By Hannah Cruz
The Norman Transcript
NORMAN — Since learning the State Highway 77/39 bridge over the Canadian River between Lexington and Purcell will be closed through at least June — instead of March — for repairs, many area residents are taking the burden day by day.
Patsy Shelley, co-owner of Pearson’s Lumber Yard in Lexington, said the continued bridge closure is threatening the success of local businesses. The once short distance between the two towns is now a 45-minute drive, discouraging residents from doing business in the neighboring community.
“We got the word it was going to be extended, and everybody’s just walking around in a fog,” Shelley said. “We’re all going, ‘What in the world is going to happen to with this deal?’ It’s very overwhelming. You just don’t expect anything like this to happen. We’re just going through the motions.”
Shelley said before the bridge closed, her business received multiple repeat customers daily from the Purcell area. Now, with the 45-minute detour to get from one community to the next, she said she has seen a significant decline of customers.
For now, she said the business is driving select orders to Purcell for customers.
“At this point, any little item we can sell is better than zero,” she said. “But the longer this goes on, how much longer does anyone want to mess with this? That’s the fear.”
Things aren’t looking any better for larger businesses like Purcell Municipal Hospital.
Jennifer Warren, hospital chief financial officer, said 25 percent of the hospital’s business is from Lexington. Since the bridge closing, visits to the ER from Lexington, Noble, Asher and Wanette are down by 80 percent. Also, from these four areas, inpatient admissions are down by 45 percent and outpatient procedures are down by 30 percent. As a result, she said, the hospital has lost $700,000 to $800,000 gross revenue per month.
“From January to June, that’s a lot of money,” she said.
Warren said the hospital is cutting back everywhere they can to stay on track financially. For the time being, the hospital has set up clinics Tuesday and Thursday afternoons in Lexington.
Even then, with the hospital’s fiscal year ending June 30, Warren said she can’t see the hospital making a recovery before the bridge opens.
Cara King, owner of Cara’s Sweet Cafe in Purcell, said sales are down at her business between 20 and 23 percent.

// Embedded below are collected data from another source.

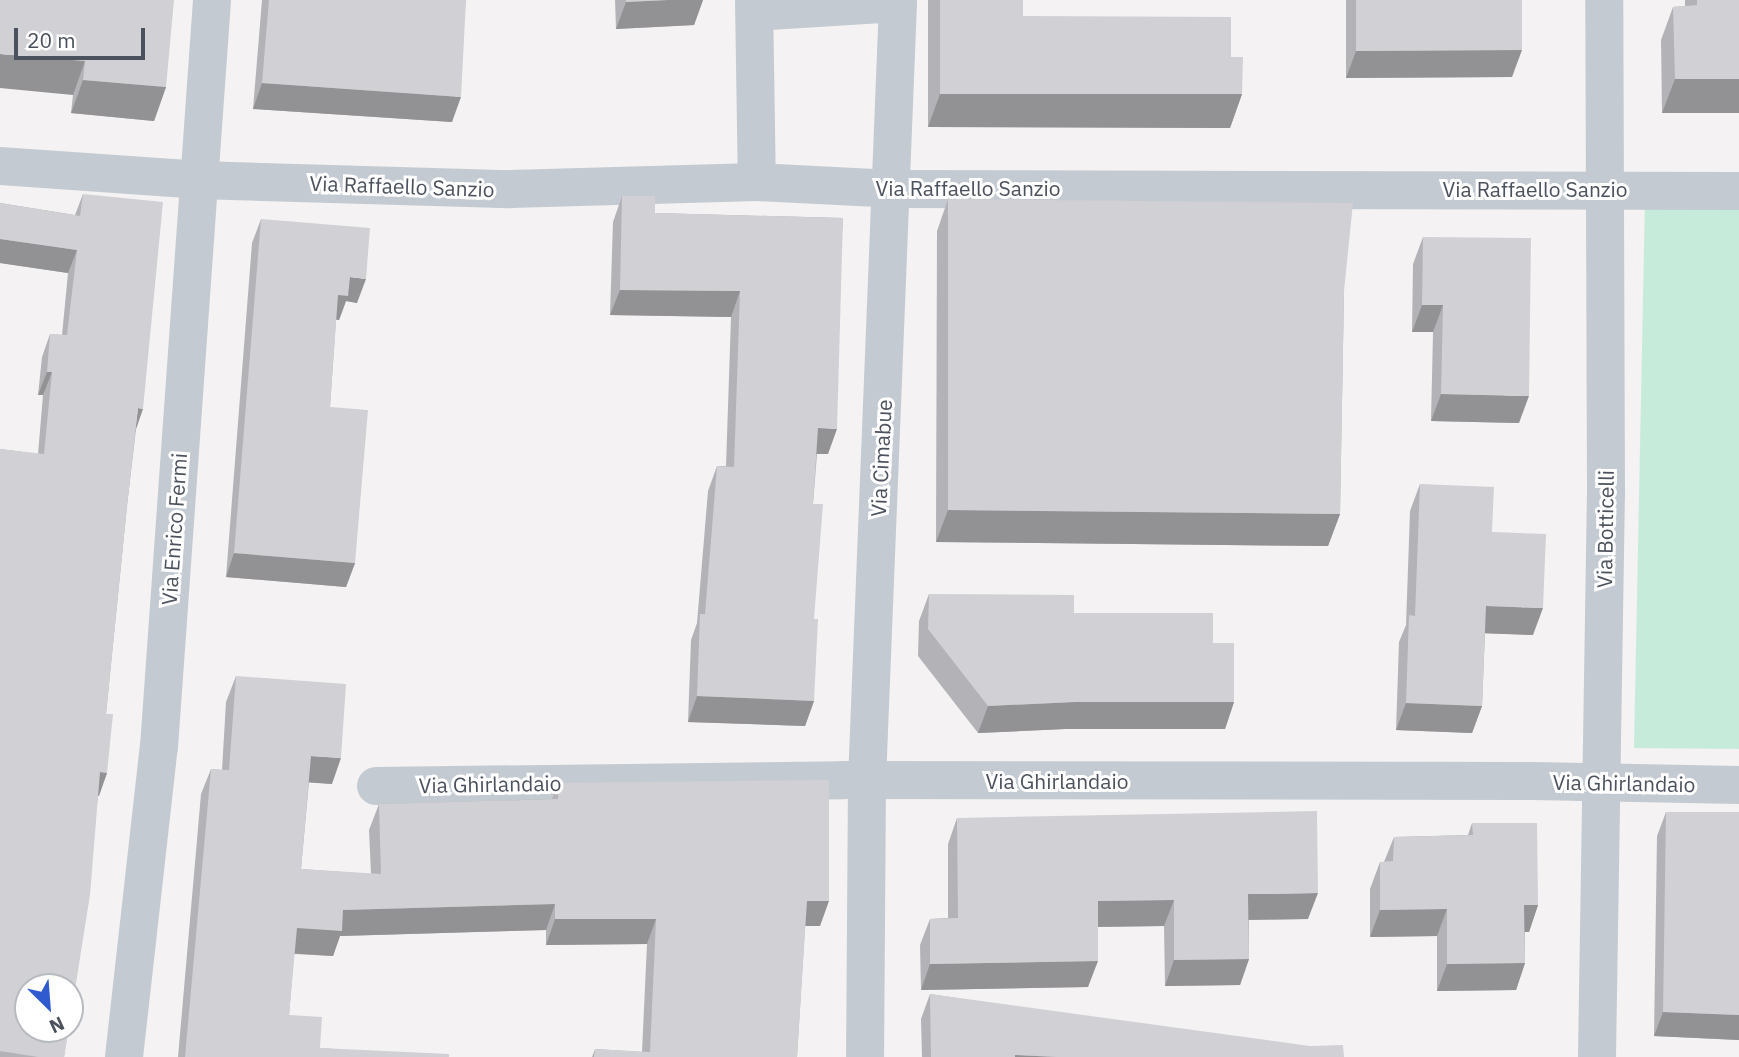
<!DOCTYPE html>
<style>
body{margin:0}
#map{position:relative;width:1739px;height:1057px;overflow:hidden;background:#f4f2f2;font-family:"IBM Plex Sans",sans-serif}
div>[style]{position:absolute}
.green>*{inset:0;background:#c7ebdb}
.minor>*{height:38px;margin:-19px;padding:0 19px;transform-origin:19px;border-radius:19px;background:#c4cad1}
.wall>*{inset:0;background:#b3b3b7}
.shaded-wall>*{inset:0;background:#929295}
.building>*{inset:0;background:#d0d0d5}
span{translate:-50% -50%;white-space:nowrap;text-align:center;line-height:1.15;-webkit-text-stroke:6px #fff;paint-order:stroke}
.street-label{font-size:21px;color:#4c525d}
.north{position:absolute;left:14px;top:973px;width:70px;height:70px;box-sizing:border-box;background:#fff;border:2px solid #b7babe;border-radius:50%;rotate:155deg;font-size:19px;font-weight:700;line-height:28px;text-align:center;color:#4c525d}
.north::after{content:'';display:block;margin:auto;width:24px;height:32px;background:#305bcf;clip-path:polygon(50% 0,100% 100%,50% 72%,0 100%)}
.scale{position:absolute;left:14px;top:28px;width:131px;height:32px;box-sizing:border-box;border:4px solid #4c525d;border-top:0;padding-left:9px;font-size:21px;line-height:24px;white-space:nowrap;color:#4c525d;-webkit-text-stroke:5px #fff;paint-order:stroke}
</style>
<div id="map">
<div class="green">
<div style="clip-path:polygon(1645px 199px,1739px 200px,1739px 749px,1634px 748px)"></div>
</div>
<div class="minor">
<div style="left:754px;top:0;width:182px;rotate:89.1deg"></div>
<div style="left:755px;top:12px;width:143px;rotate:-3.6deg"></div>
<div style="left:898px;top:3px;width:778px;rotate:92.28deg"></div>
<div style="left:867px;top:780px;width:277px;rotate:90.4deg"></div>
<div style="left:0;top:166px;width:198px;rotate:4deg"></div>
<div style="left:198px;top:180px;width:312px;rotate:1.7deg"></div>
<div style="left:510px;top:189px;width:247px;rotate:-1.6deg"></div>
<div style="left:757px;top:182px;width:136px;rotate:2.9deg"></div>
<div style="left:893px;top:189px;width:846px;rotate:0.14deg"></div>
<div style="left:376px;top:786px;width:467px;rotate:-0.7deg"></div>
<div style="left:843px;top:780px;width:690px;rotate:0.08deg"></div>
<div style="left:1533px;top:781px;width:206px;rotate:1.1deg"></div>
<div style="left:124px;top:1057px;width:312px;rotate:-83.6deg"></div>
<div style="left:159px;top:747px;width:749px;rotate:-85.94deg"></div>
<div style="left:1597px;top:1057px;width:564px;rotate:-89.09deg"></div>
<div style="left:1606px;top:493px;width:493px;rotate:-90.2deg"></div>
</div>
<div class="wall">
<div style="clip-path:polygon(0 0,166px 87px,154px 121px,71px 113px,73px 95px)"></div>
<div style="clip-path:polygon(262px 0,466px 0,452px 122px,253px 109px)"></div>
<div style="clip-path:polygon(615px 0,703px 0,694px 25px,616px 29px)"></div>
<div style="clip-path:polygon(928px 0,1023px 0,1023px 16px,1231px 57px,1242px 94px,1230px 128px,928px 127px)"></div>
<div style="clip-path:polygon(1346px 0,1522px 0,1512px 77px,1346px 78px)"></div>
<div style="clip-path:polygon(1685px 0,1739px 0,1739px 113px,1662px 113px,1661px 40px,1673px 7px,1685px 6px)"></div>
<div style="clip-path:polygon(83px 194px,136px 429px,127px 506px,106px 714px,107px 773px,98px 796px,64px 1057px,0 1057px,0 449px,38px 454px,43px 395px,38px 395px,42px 357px,50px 334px,62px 335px,68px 273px,0 263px,0 203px,75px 215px)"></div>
<div style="clip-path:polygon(622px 196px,655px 213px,843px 218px,828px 454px,817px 454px,813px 504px,814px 701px,805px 726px,688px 722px,691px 640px,697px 623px,708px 491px,717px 466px,726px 466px,731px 317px,610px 315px,613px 222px)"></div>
<div style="clip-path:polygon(948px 199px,1344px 291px,1340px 514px,1328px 546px,936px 542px,937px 231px)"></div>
<div style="clip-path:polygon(261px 219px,357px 303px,346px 301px,339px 320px,336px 319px,330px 407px,355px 563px,346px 587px,226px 577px,252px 243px)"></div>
<div style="clip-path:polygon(1423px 237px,1519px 423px,1431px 421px,1433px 332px,1412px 332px,1413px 264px)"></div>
<div style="clip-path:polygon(1420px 484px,1492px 532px,1533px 635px,1485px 633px,1482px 706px,1472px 733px,1396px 730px,1399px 642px,1406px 625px,1410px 511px)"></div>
<div style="clip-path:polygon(929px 594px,1074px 613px,1213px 643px,1234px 702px,1225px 729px,1065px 729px,978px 733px,918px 656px,919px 621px)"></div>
<div style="clip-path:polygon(236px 676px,332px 784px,309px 782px,301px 869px,371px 874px,369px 830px,379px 804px,552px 799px,558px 783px,820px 926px,805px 926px,797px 1057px,592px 1057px,595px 1049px,642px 1052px,647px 944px,546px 945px,546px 930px,340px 936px,333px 956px,294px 954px,289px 1015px,320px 1048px,449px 1057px,178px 1057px,201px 794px,211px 769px,222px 770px,226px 702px)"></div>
<div style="clip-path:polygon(1666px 812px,1739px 812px,1739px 1040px,1654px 1036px,1657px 836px)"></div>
<div style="clip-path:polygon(957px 818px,1308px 919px,1249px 920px,1249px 959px,1240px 985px,1165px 986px,1164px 926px,1098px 927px,1088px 987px,921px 990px,920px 945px,930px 919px,948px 918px,948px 844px)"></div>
<div style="clip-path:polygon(1472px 823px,1538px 905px,1529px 932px,1525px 932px,1525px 963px,1516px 990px,1437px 991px,1437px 936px,1370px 937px,1370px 889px,1380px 862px,1384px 862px,1394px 837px,1468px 835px)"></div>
<div style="clip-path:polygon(930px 994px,1344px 1057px,922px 1057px,921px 1019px)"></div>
</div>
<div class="shaded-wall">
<div style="clip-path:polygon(668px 0,703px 0,694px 25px,616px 29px,626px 2px)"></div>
<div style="clip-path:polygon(1522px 50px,1512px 77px,1346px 78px,1356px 51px)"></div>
<div style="clip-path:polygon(0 54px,85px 61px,73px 95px,0 88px)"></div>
<div style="clip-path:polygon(1675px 79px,1739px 79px,1739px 113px,1662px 113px)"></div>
<div style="clip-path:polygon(83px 80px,166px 87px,154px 121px,71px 113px)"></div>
<div style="clip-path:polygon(262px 83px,461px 97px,452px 122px,253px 109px)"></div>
<div style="clip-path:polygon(940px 94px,1242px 94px,1230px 128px,928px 127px)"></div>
<div style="clip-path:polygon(0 239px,77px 250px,68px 273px,0 263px)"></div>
<div style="clip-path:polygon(350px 277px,366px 279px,357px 303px,346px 301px,339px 320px,329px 319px,338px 295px)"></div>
<div style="clip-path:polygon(620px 290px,740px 291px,731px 317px,610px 315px)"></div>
<div style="clip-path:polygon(1422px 305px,1443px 305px,1433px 332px,1412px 332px)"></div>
<div style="clip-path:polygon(47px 372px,52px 372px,43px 395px,38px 395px)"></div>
<div style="clip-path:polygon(1441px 394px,1529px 396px,1519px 423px,1431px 421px)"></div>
<div style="clip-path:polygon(138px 408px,143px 409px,135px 432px)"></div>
<div style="clip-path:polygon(818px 428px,837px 429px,828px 454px,809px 454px)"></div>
<div style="clip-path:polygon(948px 510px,1340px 514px,1328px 546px,936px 542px)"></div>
<div style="clip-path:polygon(234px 553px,355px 563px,346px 587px,226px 577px)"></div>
<div style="clip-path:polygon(1486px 606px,1543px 608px,1533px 635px,1476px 633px)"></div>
<div style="clip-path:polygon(697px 696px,814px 701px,805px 726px,688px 722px)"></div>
<div style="clip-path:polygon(1075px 702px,1234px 702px,1225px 729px,1065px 729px,978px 733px,988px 706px)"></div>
<div style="clip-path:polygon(1406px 703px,1482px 706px,1472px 733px,1396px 730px)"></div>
<div style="clip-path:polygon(311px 756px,341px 758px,332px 784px,302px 782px)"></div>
<div style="clip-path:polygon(100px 772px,107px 773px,99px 796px,92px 795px)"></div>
<div style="clip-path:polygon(1318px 893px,1308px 919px,1239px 920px,1248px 894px)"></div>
<div style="clip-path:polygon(1174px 900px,1164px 926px,1088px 927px,1098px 901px)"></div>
<div style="clip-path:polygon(807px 901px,829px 901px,820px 926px,798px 926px)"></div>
<div style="clip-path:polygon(555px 904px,546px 930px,340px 936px,333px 956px,287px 953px,297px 928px,343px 910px)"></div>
<div style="clip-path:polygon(1524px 905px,1538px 905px,1529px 932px,1515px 932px)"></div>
<div style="clip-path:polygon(1447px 909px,1437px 936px,1370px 937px,1380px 910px)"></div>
<div style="clip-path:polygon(555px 919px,656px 919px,647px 944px,546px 945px)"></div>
<div style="clip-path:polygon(1249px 959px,1240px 985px,1165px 986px,1174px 960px)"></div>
<div style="clip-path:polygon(1098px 961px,1088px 987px,921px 990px,930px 964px)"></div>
<div style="clip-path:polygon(1525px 963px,1516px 990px,1437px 991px,1447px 964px)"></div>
<div style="clip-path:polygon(1663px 1012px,1739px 1015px,1739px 1040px,1654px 1036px)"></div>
<div style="clip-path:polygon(1015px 1055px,1057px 1057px,1014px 1057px)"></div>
</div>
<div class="building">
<div style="clip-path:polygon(0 0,174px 0,166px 87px,83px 80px,85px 61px,0 54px)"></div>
<div style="clip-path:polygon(269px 0,466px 0,461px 97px,262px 83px)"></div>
<div style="clip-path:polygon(626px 0,668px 0,626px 2px)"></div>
<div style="clip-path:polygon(940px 0,1023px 0,1023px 16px,1231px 17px,1231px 57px,1243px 57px,1242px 94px,940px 94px)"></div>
<div style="clip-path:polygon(1356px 0,1522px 0,1522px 50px,1356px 51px)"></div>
<div style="clip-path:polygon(1697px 0,1739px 0,1739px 79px,1675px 79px,1673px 7px,1697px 5px)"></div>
<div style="clip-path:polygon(83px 194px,163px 202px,143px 409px,138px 408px,127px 506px,106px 714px,113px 714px,107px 773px,100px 772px,90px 895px,70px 1021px,70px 987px,28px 987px,28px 1029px,69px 1029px,64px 1057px,38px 1057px,0 1051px,0 449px,44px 454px,52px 372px,47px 372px,50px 334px,67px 335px,77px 250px,0 239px,0 203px,80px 216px)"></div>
<div style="clip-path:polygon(622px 196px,655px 196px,655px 213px,843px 218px,837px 429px,818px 428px,813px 504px,823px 504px,814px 619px,818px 619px,814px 701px,697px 696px,700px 614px,705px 614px,717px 466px,734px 467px,740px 291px,620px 290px)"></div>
<div style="clip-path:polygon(948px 199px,1353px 203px,1344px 291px,1340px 514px,948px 510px)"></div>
<div style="clip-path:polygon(261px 219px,370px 228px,366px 279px,350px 277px,348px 296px,338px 295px,330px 407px,368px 410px,355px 563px,234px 553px)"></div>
<div style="clip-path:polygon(1423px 237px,1531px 238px,1529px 396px,1441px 394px,1443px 305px,1422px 305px)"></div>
<div style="clip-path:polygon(1420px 484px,1494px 487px,1492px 532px,1546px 534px,1543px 608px,1486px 606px,1482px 706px,1406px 703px,1409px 615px,1415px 616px)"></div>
<div style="clip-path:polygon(929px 594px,1074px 595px,1074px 613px,1213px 613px,1213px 643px,1234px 643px,1234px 702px,1075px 702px,988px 706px,928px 629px)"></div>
<div style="clip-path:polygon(236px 676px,346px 684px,341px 758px,311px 756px,301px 869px,381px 874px,379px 804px,558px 799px,558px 783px,829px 780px,829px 901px,807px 901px,797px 1057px,594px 1057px,595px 1049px,650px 1052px,656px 919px,555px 919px,555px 904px,343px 910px,342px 931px,297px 928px,289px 1015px,322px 1017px,320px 1048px,449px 1054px,449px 1057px,185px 1057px,211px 769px,229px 770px)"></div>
<div style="clip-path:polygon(1317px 811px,1318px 893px,1248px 894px,1249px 959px,1174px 960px,1174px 900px,1098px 901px,1098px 961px,930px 964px,930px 919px,958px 918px,957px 818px)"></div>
<div style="clip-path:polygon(1666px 812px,1739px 812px,1739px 1015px,1663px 1012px)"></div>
<div style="clip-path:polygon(1472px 823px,1537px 823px,1538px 905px,1524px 905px,1525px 963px,1447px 964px,1447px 909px,1380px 910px,1380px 862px,1393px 861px,1394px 837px,1473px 835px)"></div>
<div style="clip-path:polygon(930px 994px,1310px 1046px,1343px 1045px,1344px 1057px,1057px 1057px,1015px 1055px,1015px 1057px,931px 1057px)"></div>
</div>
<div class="street-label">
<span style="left:402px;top:186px;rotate:2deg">Via Raffaello Sanzio</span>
<span style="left:968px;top:188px">Via Raffaello Sanzio</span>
<span style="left:1535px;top:189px">Via Raffaello Sanzio</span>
<span style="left:881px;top:458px;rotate:-87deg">Via Cimabue</span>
<span style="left:174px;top:529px;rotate:-86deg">Via Enrico Fermi</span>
<span style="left:1605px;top:529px;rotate:-89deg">Via Botticelli</span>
<span style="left:1057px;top:781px">Via Ghirlandaio</span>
<span style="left:1624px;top:783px;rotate:1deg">Via Ghirlandaio</span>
<span style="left:490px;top:784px;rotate:-1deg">Via Ghirlandaio</span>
</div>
<div class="north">N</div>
<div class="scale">20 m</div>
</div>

“When it first started, it was going to be so many days — it’s going to be 45 days,” King said, “We thought, ‘OK, we can survive 45 days.’ But now that they’re saying June or longer than that, I hadn’t had a minute to wrap my mind around how to make that up.”

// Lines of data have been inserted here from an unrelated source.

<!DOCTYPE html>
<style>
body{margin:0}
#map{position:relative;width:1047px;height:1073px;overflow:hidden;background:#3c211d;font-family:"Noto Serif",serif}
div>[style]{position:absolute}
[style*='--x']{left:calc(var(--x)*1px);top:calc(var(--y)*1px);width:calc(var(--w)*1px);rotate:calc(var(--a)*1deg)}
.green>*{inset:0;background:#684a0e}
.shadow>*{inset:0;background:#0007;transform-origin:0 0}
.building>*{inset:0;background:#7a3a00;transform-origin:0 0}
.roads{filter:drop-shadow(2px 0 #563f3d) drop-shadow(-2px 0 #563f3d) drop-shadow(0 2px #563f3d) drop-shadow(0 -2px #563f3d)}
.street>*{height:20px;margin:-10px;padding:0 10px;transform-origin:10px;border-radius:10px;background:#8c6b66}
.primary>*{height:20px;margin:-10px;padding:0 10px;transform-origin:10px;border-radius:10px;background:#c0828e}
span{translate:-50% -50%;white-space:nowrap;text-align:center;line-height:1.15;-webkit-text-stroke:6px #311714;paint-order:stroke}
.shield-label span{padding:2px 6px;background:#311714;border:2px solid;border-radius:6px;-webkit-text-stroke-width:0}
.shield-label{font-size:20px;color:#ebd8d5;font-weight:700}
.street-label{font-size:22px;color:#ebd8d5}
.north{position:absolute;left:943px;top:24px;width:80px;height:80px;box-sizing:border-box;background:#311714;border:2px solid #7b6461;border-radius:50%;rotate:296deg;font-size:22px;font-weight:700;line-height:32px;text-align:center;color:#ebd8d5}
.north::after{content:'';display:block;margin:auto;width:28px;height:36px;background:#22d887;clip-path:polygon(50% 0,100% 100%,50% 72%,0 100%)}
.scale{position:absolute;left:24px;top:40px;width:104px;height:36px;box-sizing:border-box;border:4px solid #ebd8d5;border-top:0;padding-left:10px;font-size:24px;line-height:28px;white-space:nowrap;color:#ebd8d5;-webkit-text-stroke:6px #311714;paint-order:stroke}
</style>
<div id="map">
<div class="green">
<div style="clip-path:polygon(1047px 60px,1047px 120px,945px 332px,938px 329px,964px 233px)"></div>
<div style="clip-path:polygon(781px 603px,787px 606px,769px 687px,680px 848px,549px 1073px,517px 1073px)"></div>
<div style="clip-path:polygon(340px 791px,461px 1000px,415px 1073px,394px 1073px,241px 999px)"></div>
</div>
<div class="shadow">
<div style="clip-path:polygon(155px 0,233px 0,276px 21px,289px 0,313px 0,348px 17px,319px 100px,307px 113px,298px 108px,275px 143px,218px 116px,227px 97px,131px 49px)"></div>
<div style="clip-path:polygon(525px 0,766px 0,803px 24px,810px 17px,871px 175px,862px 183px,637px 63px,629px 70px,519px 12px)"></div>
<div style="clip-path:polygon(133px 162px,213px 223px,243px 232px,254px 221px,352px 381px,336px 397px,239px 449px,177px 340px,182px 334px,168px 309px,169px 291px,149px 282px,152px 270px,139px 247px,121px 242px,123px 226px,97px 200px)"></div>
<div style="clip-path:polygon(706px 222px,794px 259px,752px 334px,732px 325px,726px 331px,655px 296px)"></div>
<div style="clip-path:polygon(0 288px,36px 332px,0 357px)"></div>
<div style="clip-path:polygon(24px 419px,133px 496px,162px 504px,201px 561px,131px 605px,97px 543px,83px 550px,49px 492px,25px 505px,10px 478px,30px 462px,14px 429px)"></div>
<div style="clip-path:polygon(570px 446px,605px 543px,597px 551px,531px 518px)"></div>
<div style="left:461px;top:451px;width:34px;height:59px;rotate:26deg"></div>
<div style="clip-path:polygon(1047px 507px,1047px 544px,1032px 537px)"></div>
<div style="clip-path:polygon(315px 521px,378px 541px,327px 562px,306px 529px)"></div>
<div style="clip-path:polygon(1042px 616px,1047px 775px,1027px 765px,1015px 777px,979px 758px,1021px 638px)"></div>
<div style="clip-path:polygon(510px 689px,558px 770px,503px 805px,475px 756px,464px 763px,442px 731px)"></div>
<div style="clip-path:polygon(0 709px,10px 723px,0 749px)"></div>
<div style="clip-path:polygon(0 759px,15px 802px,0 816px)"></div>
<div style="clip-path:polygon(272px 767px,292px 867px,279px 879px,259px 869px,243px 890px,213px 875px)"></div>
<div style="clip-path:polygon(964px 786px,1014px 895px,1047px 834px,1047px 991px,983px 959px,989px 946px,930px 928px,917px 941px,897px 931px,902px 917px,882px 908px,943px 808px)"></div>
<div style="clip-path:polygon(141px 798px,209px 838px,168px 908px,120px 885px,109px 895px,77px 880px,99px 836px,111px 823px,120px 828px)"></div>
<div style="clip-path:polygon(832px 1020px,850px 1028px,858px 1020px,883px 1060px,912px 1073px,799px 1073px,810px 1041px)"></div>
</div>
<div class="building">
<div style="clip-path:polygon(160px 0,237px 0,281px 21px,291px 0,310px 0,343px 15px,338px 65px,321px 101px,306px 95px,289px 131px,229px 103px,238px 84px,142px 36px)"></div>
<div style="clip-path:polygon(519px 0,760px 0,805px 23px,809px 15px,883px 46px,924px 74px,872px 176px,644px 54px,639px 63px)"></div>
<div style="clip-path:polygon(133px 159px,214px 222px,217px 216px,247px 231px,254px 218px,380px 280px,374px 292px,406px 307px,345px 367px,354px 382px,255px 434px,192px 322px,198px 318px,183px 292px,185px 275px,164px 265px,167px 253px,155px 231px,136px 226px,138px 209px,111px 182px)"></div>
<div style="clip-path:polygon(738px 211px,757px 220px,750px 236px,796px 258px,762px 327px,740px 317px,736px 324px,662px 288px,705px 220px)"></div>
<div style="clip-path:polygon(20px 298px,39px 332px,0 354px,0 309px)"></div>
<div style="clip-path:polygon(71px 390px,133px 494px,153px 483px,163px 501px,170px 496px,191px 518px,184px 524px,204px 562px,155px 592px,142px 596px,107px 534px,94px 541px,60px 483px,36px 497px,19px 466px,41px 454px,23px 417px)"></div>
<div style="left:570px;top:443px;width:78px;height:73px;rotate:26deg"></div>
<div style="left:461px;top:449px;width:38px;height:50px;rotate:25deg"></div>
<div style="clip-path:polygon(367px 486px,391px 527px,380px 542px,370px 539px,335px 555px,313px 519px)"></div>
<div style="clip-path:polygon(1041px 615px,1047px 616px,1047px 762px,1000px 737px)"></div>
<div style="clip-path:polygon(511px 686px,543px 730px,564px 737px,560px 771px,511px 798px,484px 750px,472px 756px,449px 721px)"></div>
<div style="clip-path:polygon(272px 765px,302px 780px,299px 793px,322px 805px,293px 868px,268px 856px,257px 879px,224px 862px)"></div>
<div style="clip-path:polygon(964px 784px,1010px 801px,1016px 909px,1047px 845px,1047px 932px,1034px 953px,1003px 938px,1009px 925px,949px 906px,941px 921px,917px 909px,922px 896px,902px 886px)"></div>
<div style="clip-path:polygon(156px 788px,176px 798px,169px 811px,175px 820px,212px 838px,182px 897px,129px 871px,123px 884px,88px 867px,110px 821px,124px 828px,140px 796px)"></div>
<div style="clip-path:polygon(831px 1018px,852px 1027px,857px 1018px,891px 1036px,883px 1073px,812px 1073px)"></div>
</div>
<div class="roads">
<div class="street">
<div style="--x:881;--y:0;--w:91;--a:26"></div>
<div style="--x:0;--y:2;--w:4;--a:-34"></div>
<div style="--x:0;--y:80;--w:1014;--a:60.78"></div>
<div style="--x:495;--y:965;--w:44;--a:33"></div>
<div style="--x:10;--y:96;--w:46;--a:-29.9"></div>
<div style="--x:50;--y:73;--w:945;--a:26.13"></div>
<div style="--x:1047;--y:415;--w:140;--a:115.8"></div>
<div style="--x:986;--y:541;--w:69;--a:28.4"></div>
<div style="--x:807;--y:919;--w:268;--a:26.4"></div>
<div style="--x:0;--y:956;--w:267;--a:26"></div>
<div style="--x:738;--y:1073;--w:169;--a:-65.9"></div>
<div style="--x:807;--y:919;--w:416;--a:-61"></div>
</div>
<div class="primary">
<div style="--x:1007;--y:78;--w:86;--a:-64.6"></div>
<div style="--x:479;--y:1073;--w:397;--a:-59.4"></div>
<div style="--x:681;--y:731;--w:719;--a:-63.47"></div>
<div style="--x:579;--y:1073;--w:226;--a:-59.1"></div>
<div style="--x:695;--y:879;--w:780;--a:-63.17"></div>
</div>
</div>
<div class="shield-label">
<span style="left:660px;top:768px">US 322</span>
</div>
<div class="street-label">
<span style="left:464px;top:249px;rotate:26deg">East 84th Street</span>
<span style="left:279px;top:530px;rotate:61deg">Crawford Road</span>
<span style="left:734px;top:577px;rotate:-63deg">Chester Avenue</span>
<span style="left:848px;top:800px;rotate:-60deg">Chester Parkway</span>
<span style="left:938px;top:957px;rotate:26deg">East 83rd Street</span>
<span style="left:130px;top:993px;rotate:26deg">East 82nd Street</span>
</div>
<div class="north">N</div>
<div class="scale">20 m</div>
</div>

King said the bridge closure also has affected her employees. One employee, a high school student who was only working a few hours, had to resign because of the long commute, which took an hour and a half.
Even with the shuttle provided by the Oklahoma Department of Transportation, many are still frustrated with the long commute.
Lexington resident Joyce Tapparo works at the Braum’s in Purcell.
Though she is grateful to not have to drive herself each day, she said she doesn’t enjoy the inconvenience of the commute.
Tapparo said she wishes the state would rebuild the bridge instead of doing repairs.
The shuttle averages 61 riders per day, according to a press release from ODOT. From when the shuttle trips began Feb. 7 to March 13, the shuttles had 2,085 riders between the two communities.